Now the estimates themselves. For GET, they added the PACE and GETSET data together and found an effect, a standardized mean difference of 0.37 [0.53-0.19]. If I understand correctly the report itself states that this effect was not big or clear enough to be considered relevant. They used the following rule: only if the confidence interval for the SMD lies completely outside the irrelevance range, which they defined as [-0.2-0.2], is an effect considered meaningful. And because 0.19 < 0.2 this wasn’t the case for the effect for GET apparently. There was also data on GET at longer follow-up times but here the control group in the GETSET trial actually performed better, so the report says no conclusion can be made because the follow-up data were too heterogeneous.
The data they used for the estimate above was a comparison of GET against usual care. So there really was no credible control group: in both trials patients who received GET also received usual care in addition to GET. Something similar was true for the evaluation of CBT as in the trial by Janse et al., patients in the “control group” were simply put on a waiting list to receive CBT as well. So, it was patients who got CBT versus patients waiting to get CBT. The effect size they found by adding this trial to the PACE trial data on CBT was an SMD of 0.39 [0.57-0.21]. This was considered a relevant effect because the lower bound (0.21) was higher than the significance threshold (0.2).
Despite all of this, the report seems to suggest that there is evidence for GET and CBT. On page 154, for example, it states:
“the available evidence is interpreted to the effect that GET can be beneficial at least for milder ME/CFS degrees of severity.”
The surveys on patients’ harm are disregarded because these were not considered a reliable enough source of evidence and the RCT’s did not show adverse effects of GET. It states:
“surveys (cross-sectional studies, retrospective before-after studies) are methodologically unsuitable for deriving reliable statements on the benefit or harm of a treatment.”
The report also seems to suggest that reports of harm are due to improper delivery of GET. Again, on page 154 it states: “
Patients should be warned before an undifferentiated use of a GET that this is only carried out by medical or physiotherapeutic specialists who have sufficient knowledge and experience with the clinical picture ME/CFS.”

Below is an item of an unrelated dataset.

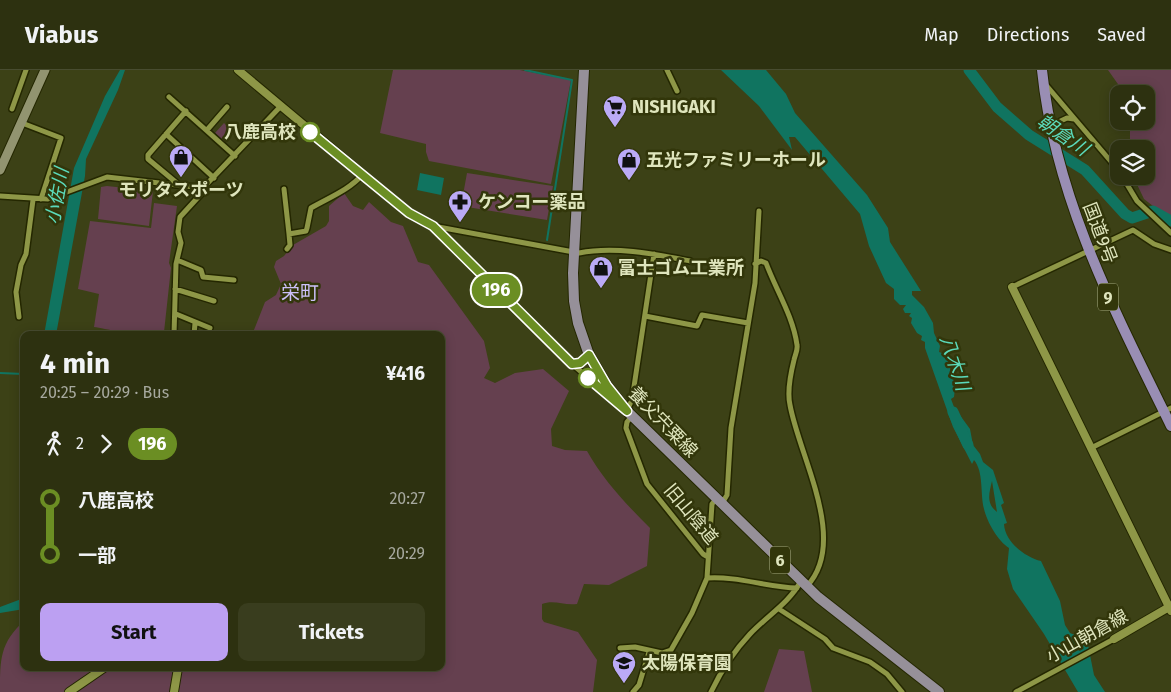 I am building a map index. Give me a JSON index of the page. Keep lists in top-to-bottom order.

When it comes to other treatments, the report indicates no reliable conclusion can be made, which is similar to the conclusion by NICE and other reviews.

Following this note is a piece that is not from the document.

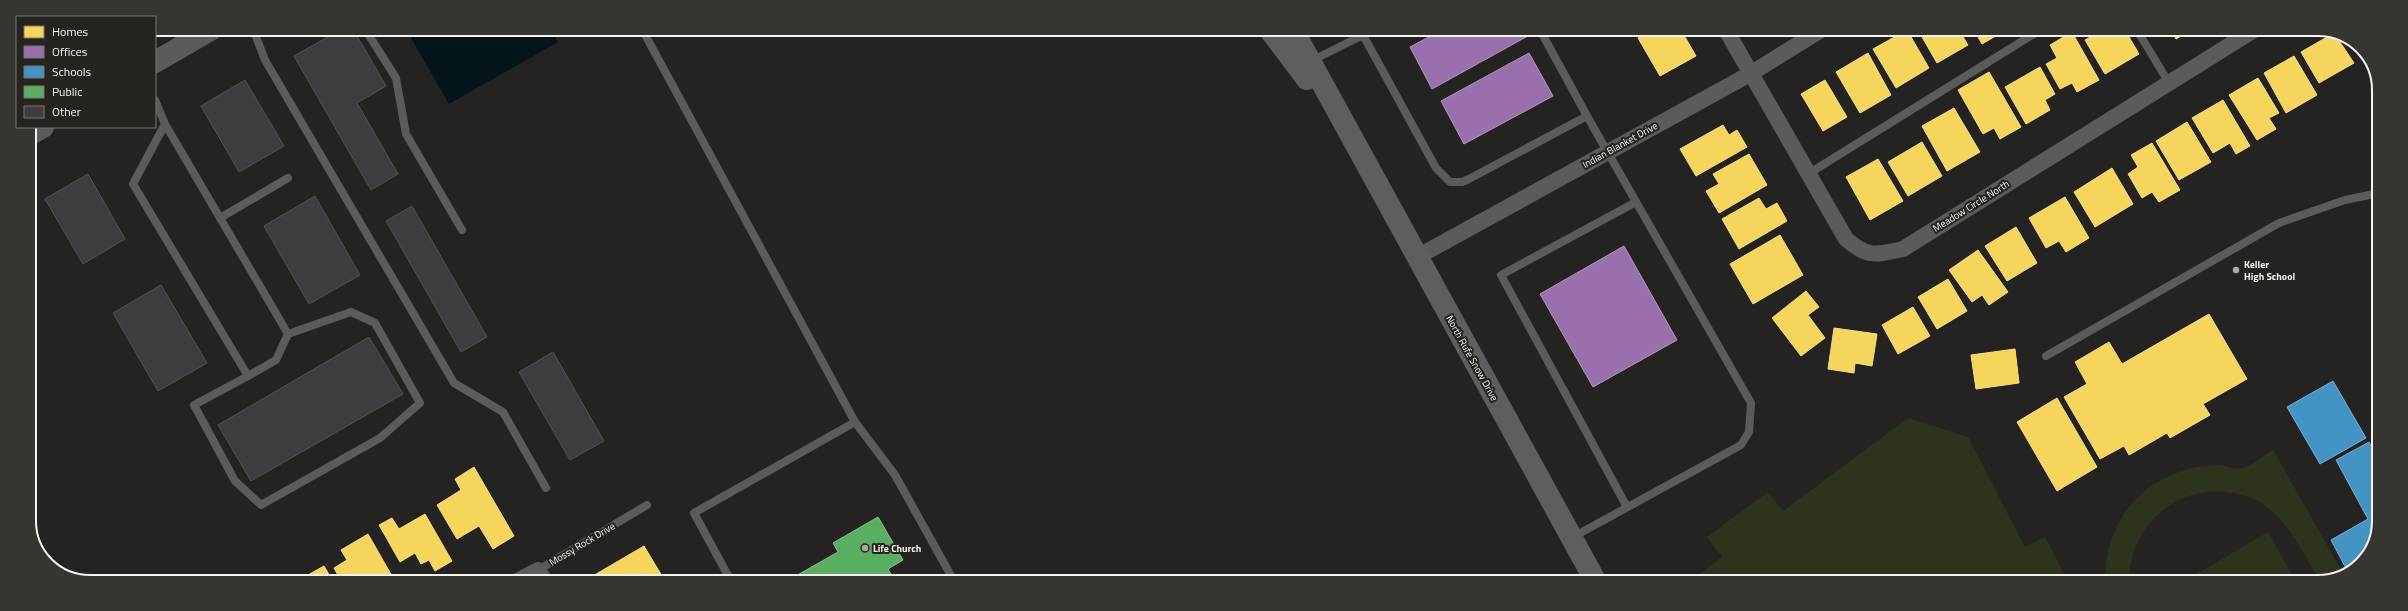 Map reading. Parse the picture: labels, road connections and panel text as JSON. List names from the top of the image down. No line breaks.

The report recommends that the care for patients with ME/CFS should be strengthened starting with factual information for the general public and better teaching content for healthcare workers. It states that
“The information on ME/CFS will be published as a ‘topic’ on www.gesundheitsinformation.de after the project is completed and will be updated regularly.” The report also recommends biomedical research and says that the studies have been set up in 2022, including a Germany-wide ME/CFS registry coordinated by centres in Munich and Berlin.